What you need to do: Your output should repeat the entries below exactly. It should contain no images.

(Saved data entries)
=-=-=

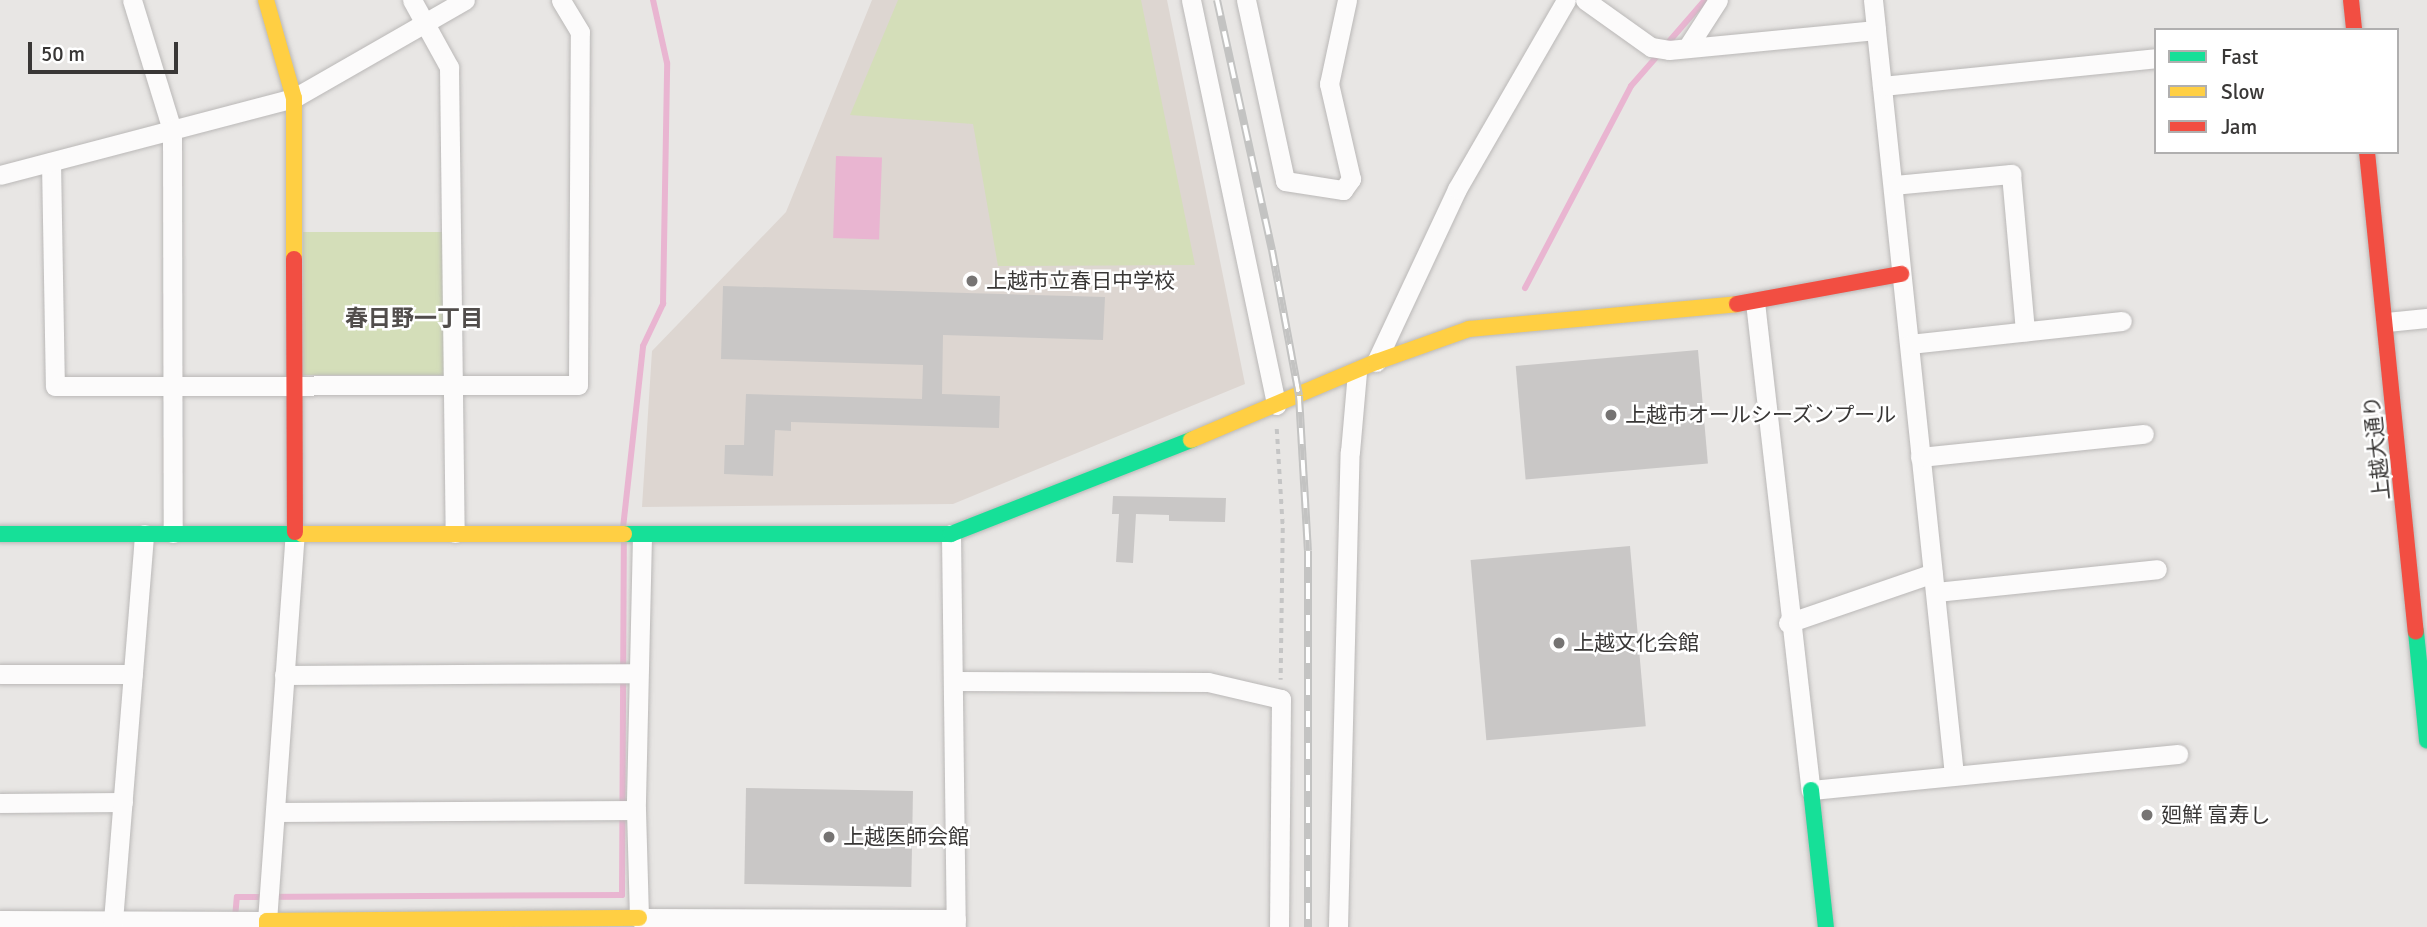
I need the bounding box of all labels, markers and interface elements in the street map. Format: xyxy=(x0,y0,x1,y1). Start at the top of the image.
scale bar xyxy=(32,28,182,72)
legend xyxy=(2154,28,2399,154)
text: 50 m xyxy=(41,41,85,67)
text: Fast xyxy=(2221,44,2258,70)
text: Slow xyxy=(2221,79,2265,105)
text: Jam xyxy=(2221,114,2257,140)
place label: 上越市立春日中学校 xyxy=(986,268,1175,294)
marker: 上越市立春日中学校 xyxy=(964,273,980,289)
district label: 春日野一丁目 xyxy=(345,305,483,333)
street label: 上越大通り xyxy=(2359,394,2395,502)
place label: 上越市オールシーズンプール xyxy=(1625,402,1898,428)
marker: 上越市オールシーズンプール xyxy=(1603,407,1619,423)
place label: 上越文化会館 xyxy=(1573,630,1699,656)
marker: 上越文化会館 xyxy=(1551,635,1567,651)
place label: 廻鮮 富寿し xyxy=(2161,802,2271,828)
marker: 廻鮮 富寿し xyxy=(2139,807,2155,823)
place label: 上越医師会館 xyxy=(843,824,969,850)
marker: 上越医師会館 xyxy=(821,829,837,845)

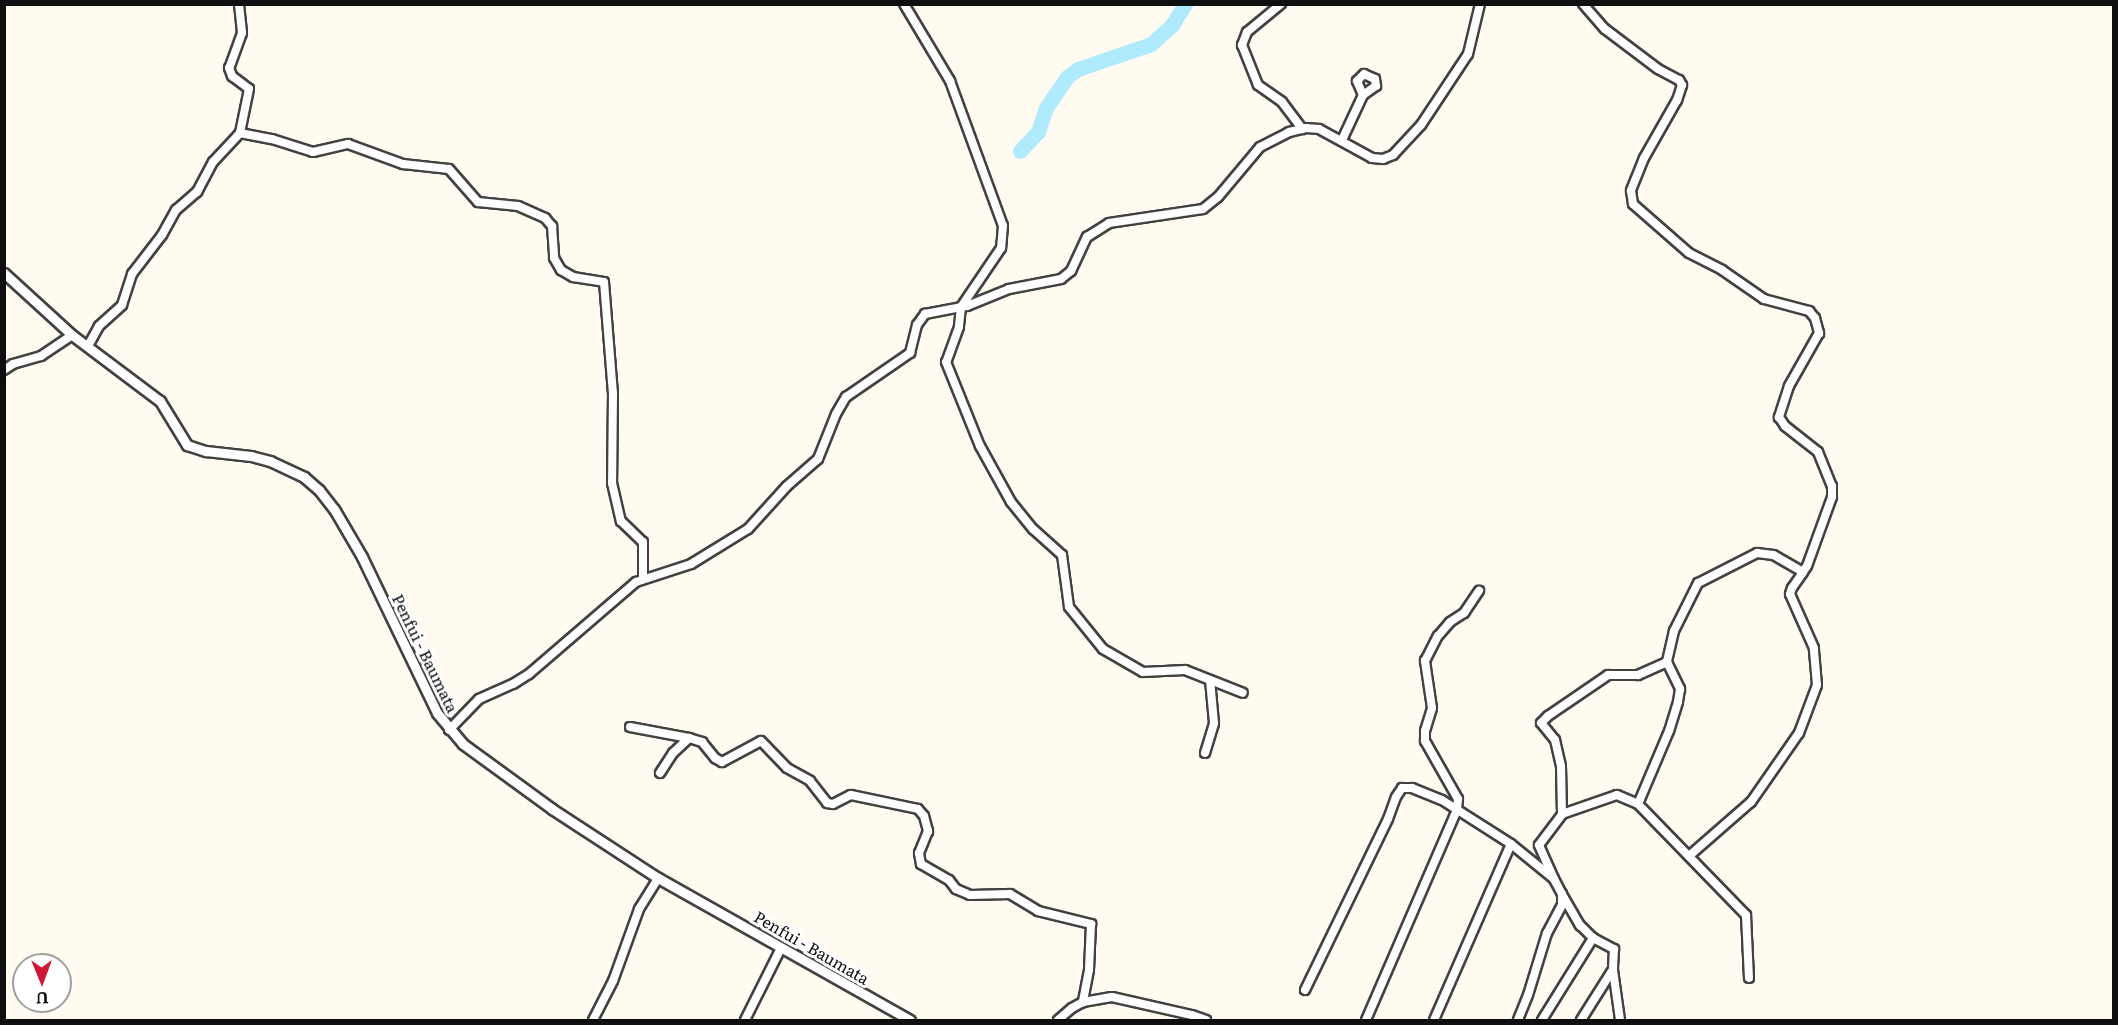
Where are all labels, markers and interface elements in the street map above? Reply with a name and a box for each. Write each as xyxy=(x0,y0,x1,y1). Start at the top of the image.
street label: Penfui - Baumata xyxy=(389,591,463,715)
street label: Penfui - Baumata xyxy=(751,906,873,988)
north arrow xyxy=(12,953,72,1013)
text: U xyxy=(36,987,49,1011)

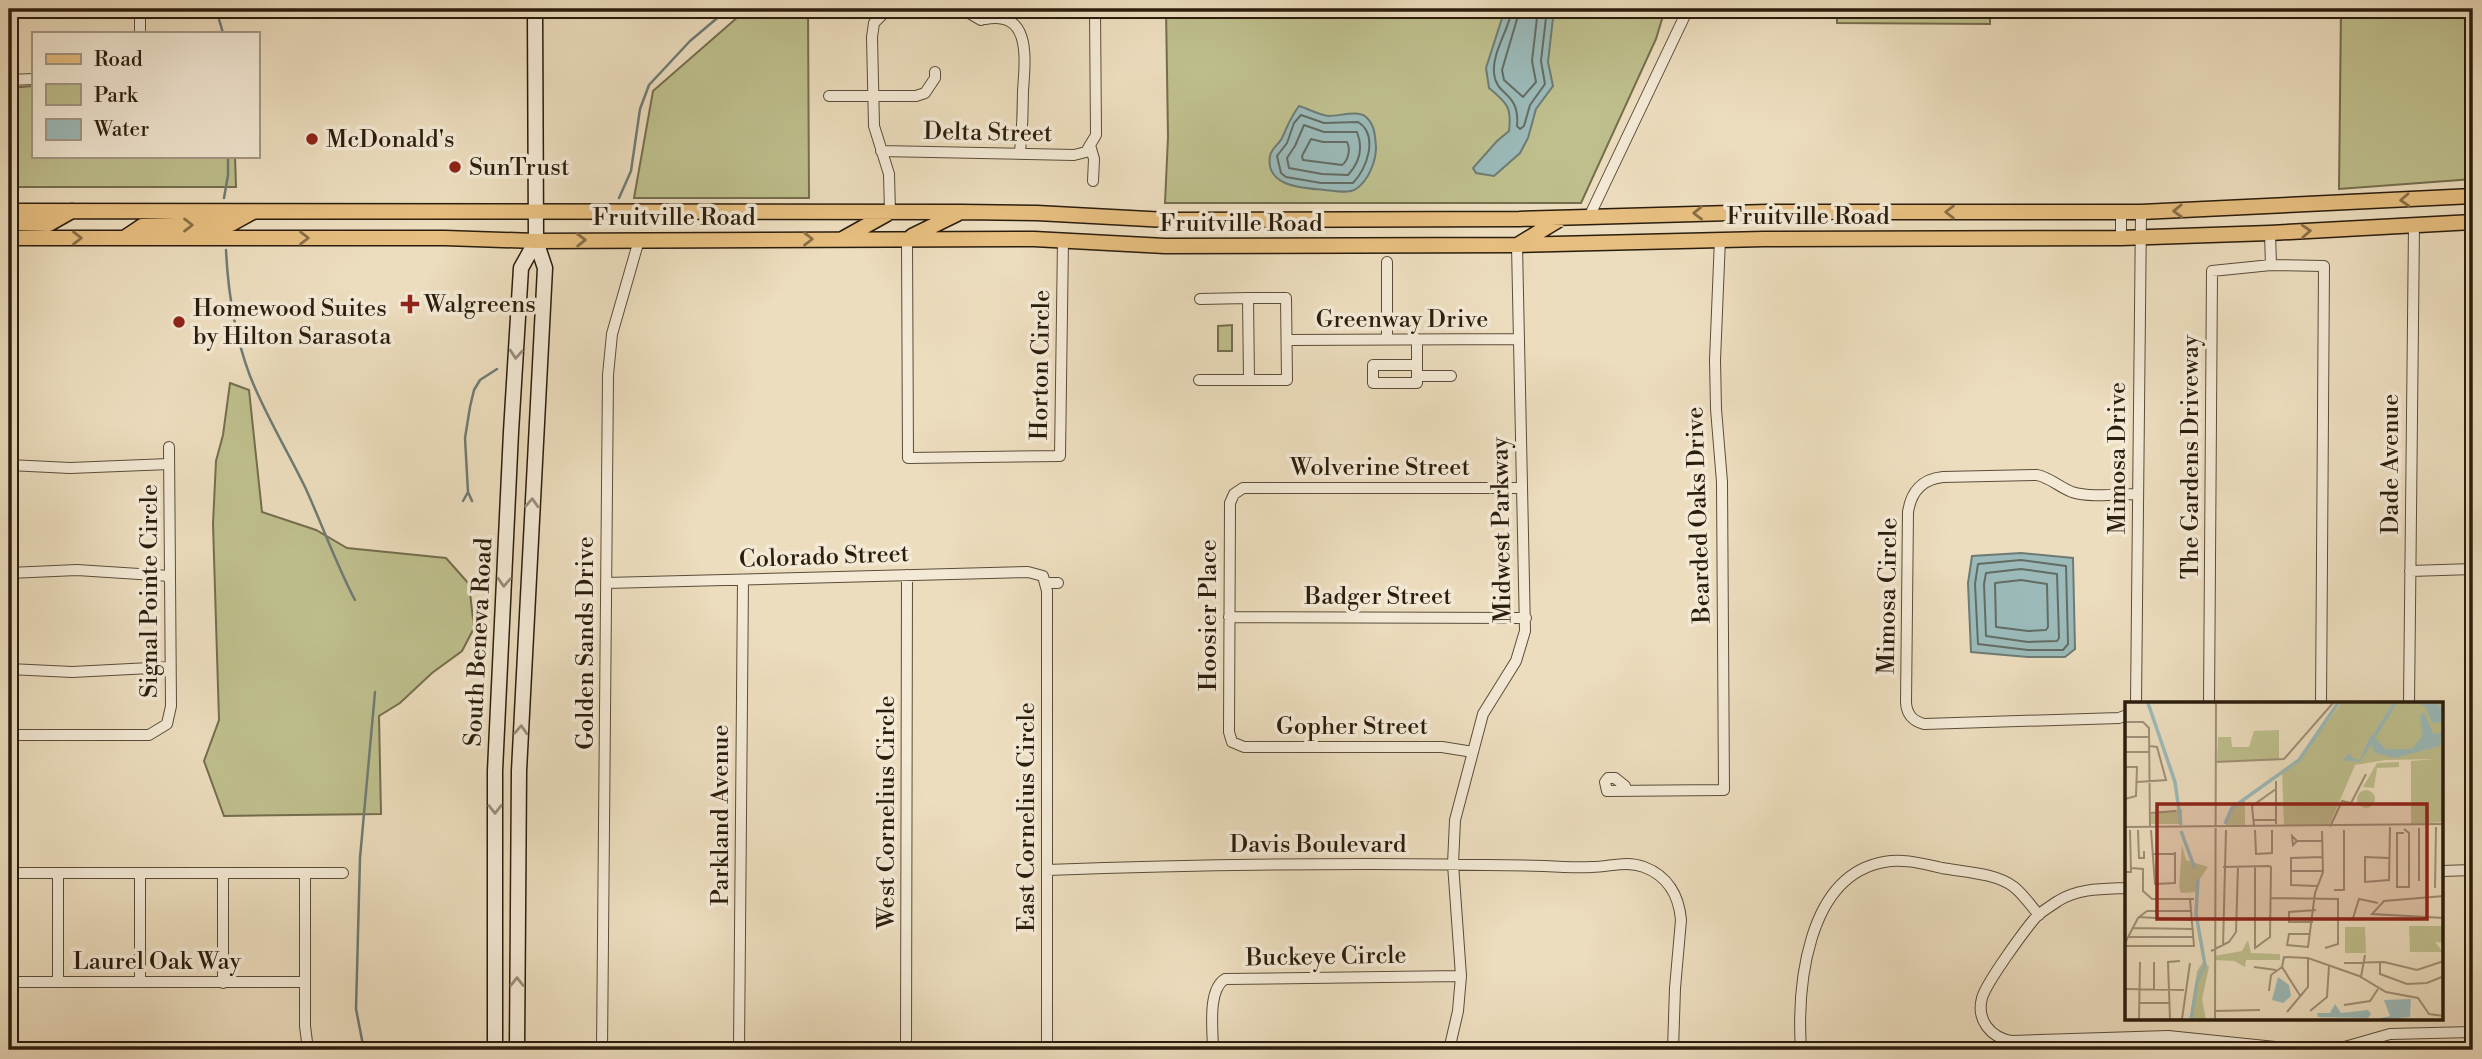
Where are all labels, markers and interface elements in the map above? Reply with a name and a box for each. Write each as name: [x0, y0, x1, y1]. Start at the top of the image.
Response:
legend: [32, 32, 259, 158]
text: Road: [94, 47, 143, 73]
text: Park: [94, 83, 139, 109]
text: Water: [93, 117, 149, 143]
street label: Delta Street: [923, 117, 1053, 149]
place label: McDonald's: [326, 125, 455, 155]
marker: McDonald's: [304, 131, 320, 147]
place label: SunTrust: [469, 153, 570, 183]
marker: SunTrust: [447, 159, 463, 175]
one-way arrow: [2399, 192, 2410, 207]
street label: Fruitville Road: [1726, 202, 1890, 232]
street label: Fruitville Road: [592, 203, 756, 233]
one-way arrow: [2172, 203, 2183, 218]
one-way arrow: [1945, 204, 1955, 220]
one-way arrow: [1693, 206, 1704, 221]
street label: Fruitville Road: [1159, 209, 1323, 239]
one-way arrow: [183, 217, 194, 233]
one-way arrow: [2301, 224, 2312, 239]
one-way arrow: [72, 230, 83, 246]
one-way arrow: [300, 230, 310, 246]
one-way arrow: [803, 231, 814, 246]
one-way arrow: [576, 232, 587, 248]
place label: Walgreens: [423, 290, 536, 320]
street label: Horton Circle: [1025, 290, 1057, 440]
place label: Homewood Suites by Hilton Sarasota: [193, 294, 392, 352]
marker: Walgreens: [402, 296, 418, 312]
street label: Greenway Drive: [1316, 305, 1488, 335]
marker: Homewood Suites by Hilton Sarasota: [171, 314, 187, 330]
street label: The Gardens Driveway: [2176, 334, 2206, 579]
one-way arrow: [509, 349, 524, 360]
street label: Mimosa Drive: [2103, 382, 2133, 534]
street label: Dade Avenue: [2376, 394, 2406, 534]
street label: Bearded Oaks Drive: [1680, 406, 1718, 625]
street label: Midwest Parkway: [1485, 436, 1519, 623]
street label: Wolverine Street: [1289, 453, 1470, 483]
street label: Signal Pointe Circle: [135, 484, 165, 698]
one-way arrow: [524, 497, 539, 508]
street label: Mimosa Circle: [1872, 517, 1904, 675]
street label: Golden Sands Drive: [571, 536, 601, 750]
street label: South Beneva Road: [459, 537, 499, 747]
street label: Colorado Street: [738, 539, 910, 575]
street label: Hoosier Place: [1194, 539, 1224, 691]
one-way arrow: [496, 576, 511, 587]
street label: Badger Street: [1303, 582, 1452, 612]
street label: West Cornelius Circle: [872, 695, 902, 930]
street label: East Cornelius Circle: [1012, 702, 1042, 932]
inset map: [2125, 702, 2444, 1020]
street label: Gopher Street: [1276, 712, 1428, 742]
one-way arrow: [513, 724, 528, 735]
street label: Parkland Avenue: [706, 724, 736, 906]
one-way arrow: [487, 804, 503, 815]
street label: Davis Boulevard: [1230, 830, 1407, 860]
street label: Buckeye Circle: [1244, 941, 1407, 973]
street label: Laurel Oak Way: [73, 947, 241, 977]
one-way arrow: [509, 976, 525, 987]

=-=-=

Final answer:
I need the bounding box of all labels, markers and interface elements in the street map. Format: xyxy=(x0,y0,x1,y1). Start at the top of the image.
scale bar xyxy=(32,28,182,72)
legend xyxy=(2154,28,2399,154)
text: 50 m xyxy=(41,41,85,67)
text: Fast xyxy=(2221,44,2258,70)
text: Slow xyxy=(2221,79,2265,105)
text: Jam xyxy=(2221,114,2257,140)
place label: 上越市立春日中学校 xyxy=(986,268,1175,294)
marker: 上越市立春日中学校 xyxy=(964,273,980,289)
district label: 春日野一丁目 xyxy=(345,305,483,333)
street label: 上越大通り xyxy=(2359,394,2395,502)
place label: 上越市オールシーズンプール xyxy=(1625,402,1898,428)
marker: 上越市オールシーズンプール xyxy=(1603,407,1619,423)
place label: 上越文化会館 xyxy=(1573,630,1699,656)
marker: 上越文化会館 xyxy=(1551,635,1567,651)
place label: 廻鮮 富寿し xyxy=(2161,802,2271,828)
marker: 廻鮮 富寿し xyxy=(2139,807,2155,823)
place label: 上越医師会館 xyxy=(843,824,969,850)
marker: 上越医師会館 xyxy=(821,829,837,845)

Where are all labels, markers and interface elements in the street map above? Reply with a name and a box for each. Write each as xyxy=(x0,y0,x1,y1). Start at the top of the image.
street label: Penfui - Baumata xyxy=(389,591,463,715)
street label: Penfui - Baumata xyxy=(751,906,873,988)
north arrow xyxy=(12,953,72,1013)
text: U xyxy=(36,987,49,1011)

Where are all labels, markers and interface elements in the map above? Reply with a name and a box for each. Write each as name: [x0, y0, x1, y1]. Start at the top of the image.
Response:
legend: [32, 32, 259, 158]
text: Road: [94, 47, 143, 73]
text: Park: [94, 83, 139, 109]
text: Water: [93, 117, 149, 143]
street label: Delta Street: [923, 117, 1053, 149]
place label: McDonald's: [326, 125, 455, 155]
marker: McDonald's: [304, 131, 320, 147]
place label: SunTrust: [469, 153, 570, 183]
marker: SunTrust: [447, 159, 463, 175]
one-way arrow: [2399, 192, 2410, 207]
street label: Fruitville Road: [1726, 202, 1890, 232]
street label: Fruitville Road: [592, 203, 756, 233]
one-way arrow: [2172, 203, 2183, 218]
one-way arrow: [1945, 204, 1955, 220]
one-way arrow: [1693, 206, 1704, 221]
street label: Fruitville Road: [1159, 209, 1323, 239]
one-way arrow: [183, 217, 194, 233]
one-way arrow: [2301, 224, 2312, 239]
one-way arrow: [72, 230, 83, 246]
one-way arrow: [300, 230, 310, 246]
one-way arrow: [803, 231, 814, 246]
one-way arrow: [576, 232, 587, 248]
place label: Walgreens: [423, 290, 536, 320]
street label: Horton Circle: [1025, 290, 1057, 440]
place label: Homewood Suites by Hilton Sarasota: [193, 294, 392, 352]
marker: Walgreens: [402, 296, 418, 312]
street label: Greenway Drive: [1316, 305, 1488, 335]
marker: Homewood Suites by Hilton Sarasota: [171, 314, 187, 330]
street label: The Gardens Driveway: [2176, 334, 2206, 579]
one-way arrow: [509, 349, 524, 360]
street label: Mimosa Drive: [2103, 382, 2133, 534]
street label: Dade Avenue: [2376, 394, 2406, 534]
street label: Bearded Oaks Drive: [1680, 406, 1718, 625]
street label: Midwest Parkway: [1485, 436, 1519, 623]
street label: Wolverine Street: [1289, 453, 1470, 483]
street label: Signal Pointe Circle: [135, 484, 165, 698]
one-way arrow: [524, 497, 539, 508]
street label: Mimosa Circle: [1872, 517, 1904, 675]
street label: Golden Sands Drive: [571, 536, 601, 750]
street label: South Beneva Road: [459, 537, 499, 747]
street label: Colorado Street: [738, 539, 910, 575]
street label: Hoosier Place: [1194, 539, 1224, 691]
one-way arrow: [496, 576, 511, 587]
street label: Badger Street: [1303, 582, 1452, 612]
street label: West Cornelius Circle: [872, 695, 902, 930]
street label: East Cornelius Circle: [1012, 702, 1042, 932]
inset map: [2125, 702, 2444, 1020]
street label: Gopher Street: [1276, 712, 1428, 742]
one-way arrow: [513, 724, 528, 735]
street label: Parkland Avenue: [706, 724, 736, 906]
one-way arrow: [487, 804, 503, 815]
street label: Davis Boulevard: [1230, 830, 1407, 860]
street label: Buckeye Circle: [1244, 941, 1407, 973]
street label: Laurel Oak Way: [73, 947, 241, 977]
one-way arrow: [509, 976, 525, 987]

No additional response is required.